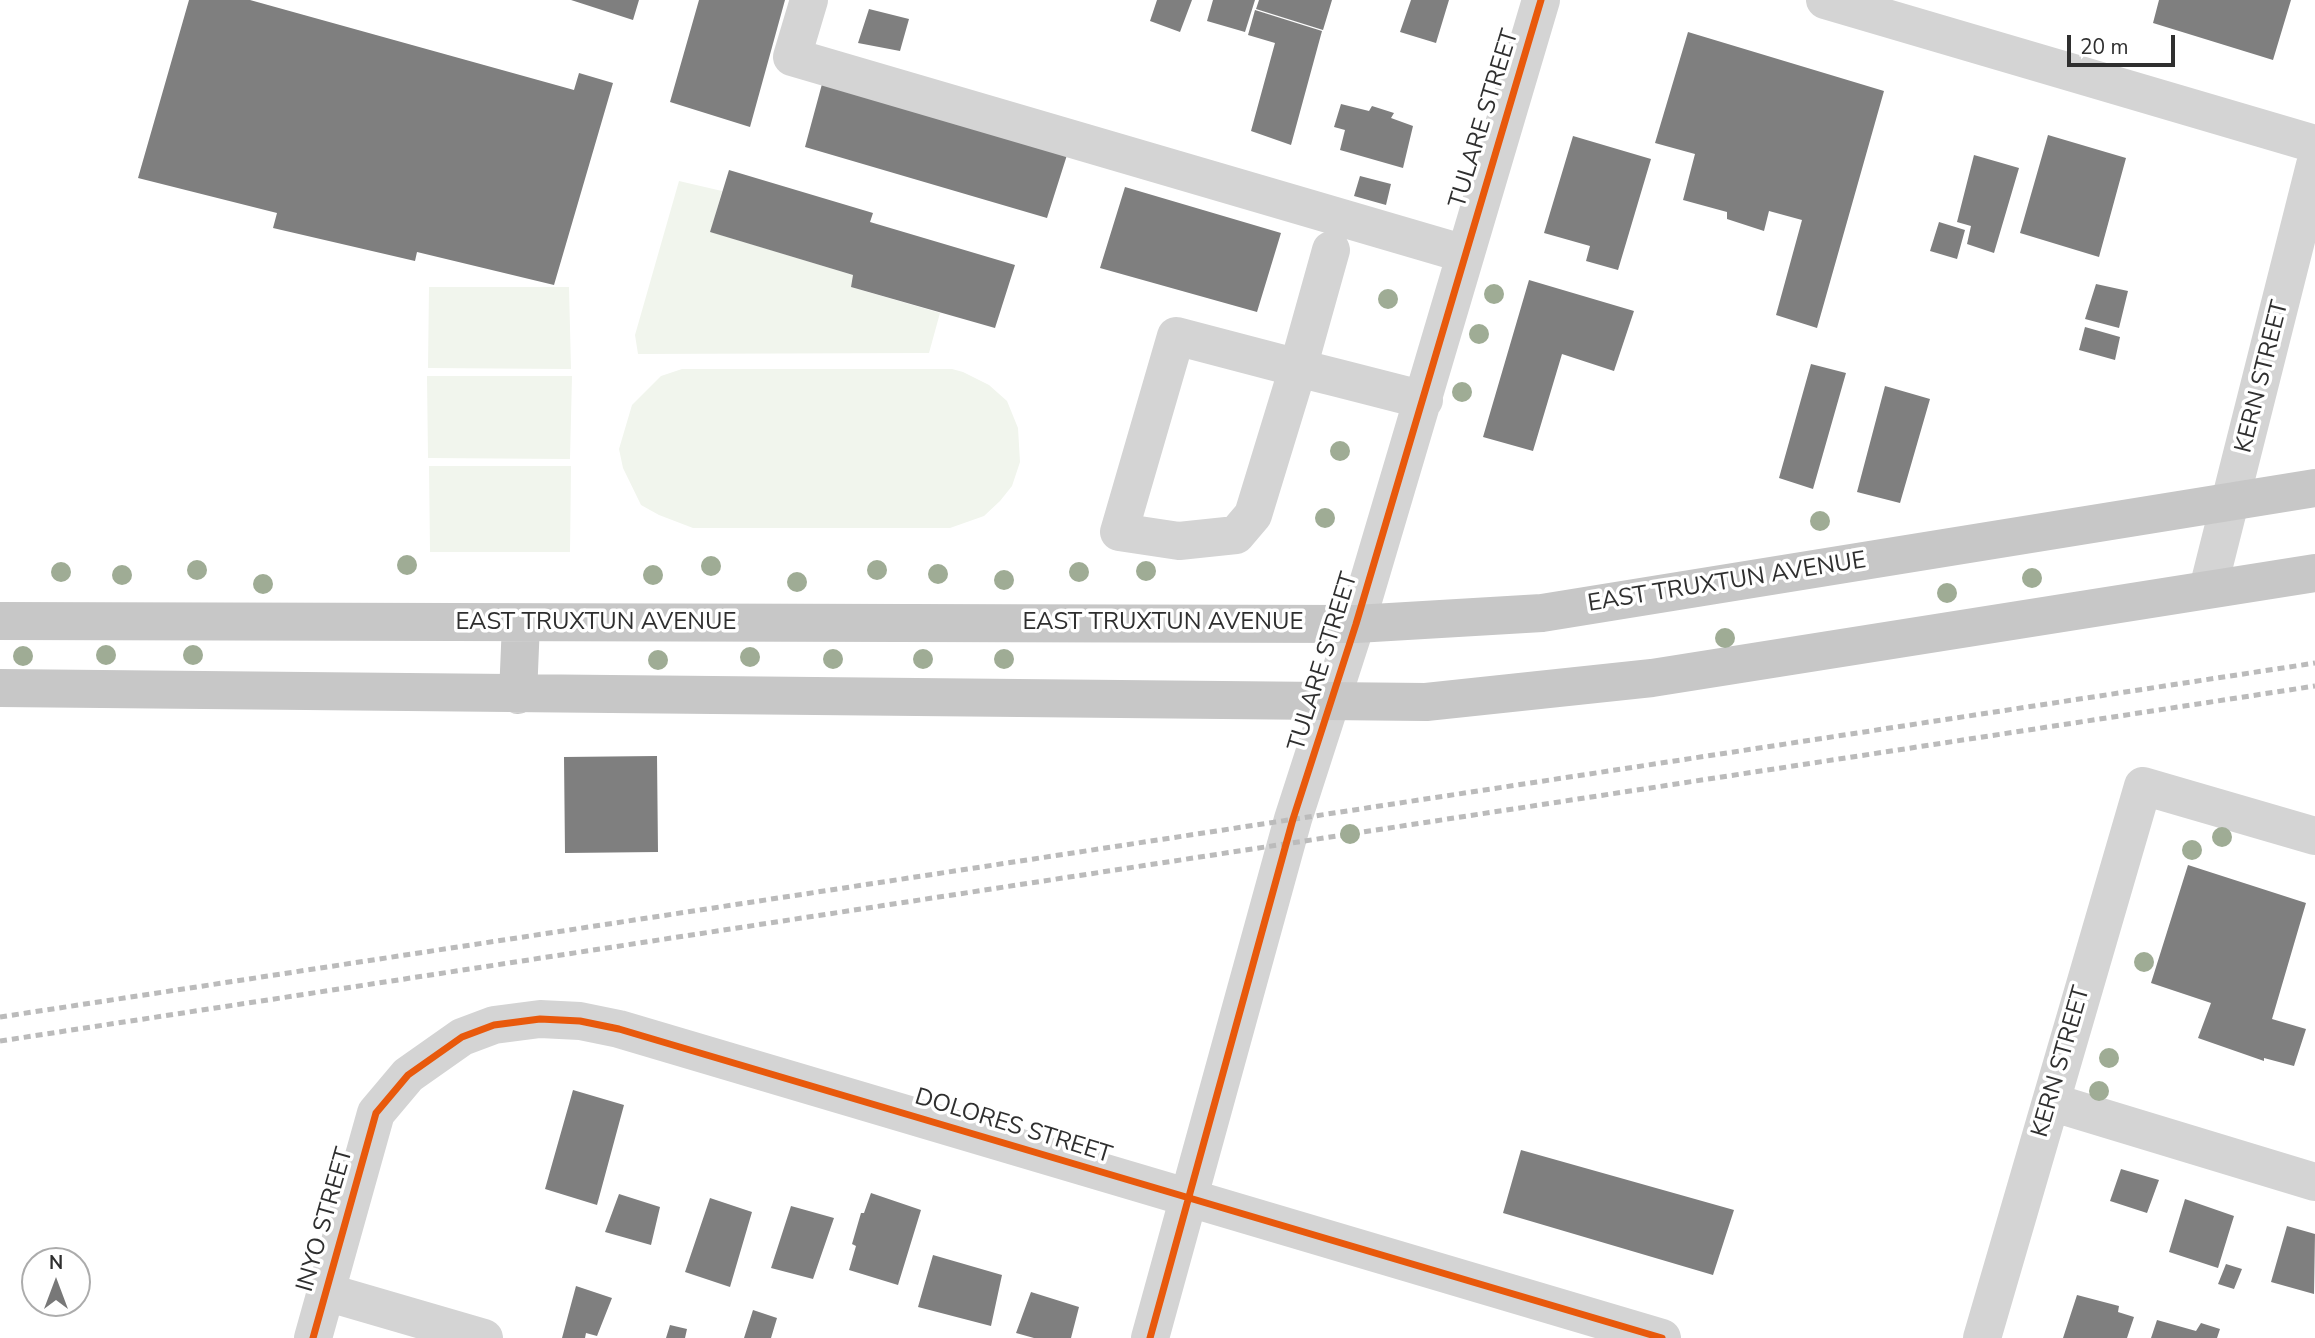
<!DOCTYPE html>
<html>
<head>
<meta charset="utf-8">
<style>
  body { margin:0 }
  #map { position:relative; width:2315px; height:1338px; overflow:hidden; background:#fff; font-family:"Nunito Sans",sans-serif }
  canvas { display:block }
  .north { position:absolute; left:21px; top:1247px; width:70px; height:70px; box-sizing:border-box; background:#fff; border:2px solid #acacac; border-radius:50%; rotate:0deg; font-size:19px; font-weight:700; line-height:28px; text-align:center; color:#2f2f2f }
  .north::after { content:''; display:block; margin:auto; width:24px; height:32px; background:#787878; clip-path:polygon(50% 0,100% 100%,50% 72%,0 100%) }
  .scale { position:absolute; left:2067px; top:35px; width:108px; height:32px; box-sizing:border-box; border:4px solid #2f2f2f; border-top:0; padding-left:9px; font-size:21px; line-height:24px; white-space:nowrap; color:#2f2f2f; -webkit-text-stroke:5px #fff; paint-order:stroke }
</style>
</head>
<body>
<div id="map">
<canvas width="2315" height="1338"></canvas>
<div class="north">N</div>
<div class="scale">20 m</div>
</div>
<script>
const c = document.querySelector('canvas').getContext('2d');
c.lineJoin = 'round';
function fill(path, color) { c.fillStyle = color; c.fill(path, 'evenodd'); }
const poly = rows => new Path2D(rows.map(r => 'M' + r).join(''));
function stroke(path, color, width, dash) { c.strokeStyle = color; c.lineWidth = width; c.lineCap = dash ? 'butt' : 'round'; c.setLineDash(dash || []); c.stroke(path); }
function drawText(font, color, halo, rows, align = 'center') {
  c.font = font + ' "Nunito Sans",sans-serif'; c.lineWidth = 7; c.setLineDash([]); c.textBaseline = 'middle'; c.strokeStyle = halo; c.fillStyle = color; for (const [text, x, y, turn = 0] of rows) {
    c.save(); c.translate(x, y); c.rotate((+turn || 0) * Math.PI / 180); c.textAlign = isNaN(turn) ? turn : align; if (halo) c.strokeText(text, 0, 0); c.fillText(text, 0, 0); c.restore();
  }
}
fill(poly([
  [679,181,722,191,711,232,853,275,851,287,940,313,929,353,638,354,635,335],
  [429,287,569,287,571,369,428,368],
  [682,369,952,369,963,372,989,385,1007,401,1018,428,1020,462,1012,486,1000,501,984,516,950,528,693,528,659,515,641,505,623,468,619,449,632,405,661,376],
  [427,376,572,376,570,459,428,458],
  [429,466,571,466,570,552,430,552]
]), '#f1f5ed');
fill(poly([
  [189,0,250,0,574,90,579,73,613,83,554,285,417,252,415,261,273,228,277,213,138,178],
  [571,0,639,0,633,20],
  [699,0,785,0,750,127,670,102],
  [1157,0,1192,0,1180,32,1150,21],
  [1213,0,1255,0,1245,32,1207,21],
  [1259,0,1332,0,1323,30,1256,9],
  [1411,0,1449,0,1436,43,1400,32],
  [2159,0,2291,0,2273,60,2153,23],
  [869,9,909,19,900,51,858,43],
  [1255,10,1322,31,1291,145,1251,131,1275,43,1248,35],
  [1688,32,1884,91,1817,328,1776,315,1802,220,1769,211,1764,231,1727,219,1727,212,1683,200,1695,154,1655,143],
  [822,84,1067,155,1047,218,805,147],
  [1341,104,1369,111,1372,106,1394,113,1391,118,1413,126,1403,168,1340,150,1345,130,1334,127],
  [2048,135,2126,158,2099,257,2020,233],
  [1573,136,1651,159,1618,270,1586,261,1590,246,1544,233],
  [1974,155,2019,168,1994,253,1967,244,1971,226,1957,222],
  [729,170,873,213,870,222,1015,265,995,328,851,287,853,275,710,232],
  [1360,176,1391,184,1386,205,1354,196],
  [1125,187,1281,233,1257,312,1100,268],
  [1939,222,1965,230,1957,259,1930,251],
  [1529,280,1634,311,1614,371,1562,354,1533,451,1483,437],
  [2096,284,2128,291,2119,328,2085,319],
  [2085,327,2120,337,2115,360,2079,350],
  [1811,364,1846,373,1813,489,1779,478],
  [1885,386,1930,399,1900,503,1857,492],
  [657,756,658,852,565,853,564,757],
  [2188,865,2306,903,2272,1019,2306,1029,2294,1066,2264,1058,2264,1061,2198,1038,2211,1003,2151,983],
  [573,1090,624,1105,597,1205,545,1189],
  [1521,1150,1734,1210,1713,1275,1503,1213],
  [2121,1169,2159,1180,2147,1213,2110,1201],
  [871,1193,921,1210,898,1285,849,1270,856,1246,852,1244,861,1213,864,1213],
  [619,1194,660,1207,651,1245,605,1232],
  [710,1198,752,1212,730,1287,685,1272],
  [2185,1199,2234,1216,2218,1268,2169,1252],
  [791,1206,834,1218,813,1279,771,1268],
  [2287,1226,2315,1234,2314,1294,2271,1282],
  [933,1255,1002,1275,991,1326,918,1307],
  [2226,1264,2242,1269,2234,1289,2218,1284],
  [576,1286,612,1298,597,1336,586,1333,585,1338,562,1338],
  [1031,1292,1079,1307,1071,1338,1034,1338,1016,1333],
  [2077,1295,2119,1306,2118,1312,2134,1317,2127,1338,2063,1338],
  [753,1310,777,1318,771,1338,744,1338],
  [2157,1320,2196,1331,2201,1323,2220,1329,2217,1338,2151,1338],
  [670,1325,687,1329,685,1338,666,1338]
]), '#7f7f7f');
stroke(poly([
  [809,0,792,57,1465,254],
  [1825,0,2315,144],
  [1331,250,1298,368,1253,515,1236,535,1179,541,1119,532,1176,336,1298,368,1338,378,1424,400],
  [2208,589,2315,165],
  [2051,1102,2315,1182],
  [326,1292,484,1338],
  [313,1338,376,1113,408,1075,462,1037,494,1025,540,1019,580,1021,619,1029,1662,1338],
  [1150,1338,1293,819,1356,624,1541,0],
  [1982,1338,2143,786,2315,836]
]), '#d4d4d4', 38);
stroke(poly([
  [0,621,1356,624,1542,613,2315,488],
  [0,688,1426,702,1652,678,2315,573],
  [518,695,521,623]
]), '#c7c7c7', 38);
stroke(poly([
  [0,1017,2315,663],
  [0,1041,2315,686]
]), '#bbb', 5, [7, 5]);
stroke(poly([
  [313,1338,376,1113,408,1075,462,1037,494,1025,540,1019,580,1021,619,1029,1662,1338],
  [1150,1338,1293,819,1356,624,1541,0]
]), '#e8590c', 7);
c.fillStyle = '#9fac95';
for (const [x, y] of [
  [1494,294],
  [1388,299],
  [1479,334],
  [1462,392],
  [1340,451],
  [1325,518],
  [1820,521],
  [407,565],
  [711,566],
  [197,570],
  [877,570],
  [1146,571],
  [61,572],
  [1079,572],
  [938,574],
  [122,575],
  [653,575],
  [2032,578],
  [1004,580],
  [797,582],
  [263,584],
  [1947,593],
  [1725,638],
  [106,655],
  [193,655],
  [23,656],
  [750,657],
  [833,659],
  [923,659],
  [1004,659],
  [658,660],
  [1350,834],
  [2222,837],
  [2192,850],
  [2144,962],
  [2109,1058],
  [2099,1091]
]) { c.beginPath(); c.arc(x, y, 10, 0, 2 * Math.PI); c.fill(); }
drawText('24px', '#2f2f2f', '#fff', [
  ["TULARE STREET",1485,119,-73],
  ["KERN STREET",2263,377,-76],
  ["EAST TRUXTUN AVENUE",1727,583,-9],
  ["EAST TRUXTUN AVENUE",596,623],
  ["EAST TRUXTUN AVENUE",1163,623],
  ["TULARE STREET",1324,662,-73],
  ["KERN STREET",2062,1062,-74],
  ["DOLORES STREET",1013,1127,17],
  ["INYO STREET",326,1220,-74]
]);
</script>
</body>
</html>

# To do:
Gather from the entries above all lines that include the string "strokeStyle".

# Response to this exercise:
function stroke(path, color, width, dash) { c.strokeStyle = color; c.lineWidth = width; c.lineCap = dash ? 'butt' : 'round'; c.setLineDash(dash || []); c.stroke(path); }
  c.font = font + ' "Nunito Sans",sans-serif'; c.lineWidth = 7; c.setLineDash([]); c.textBaseline = 'middle'; c.strokeStyle = halo; c.fillStyle = color; for (const [text, x, y, turn = 0] of rows) {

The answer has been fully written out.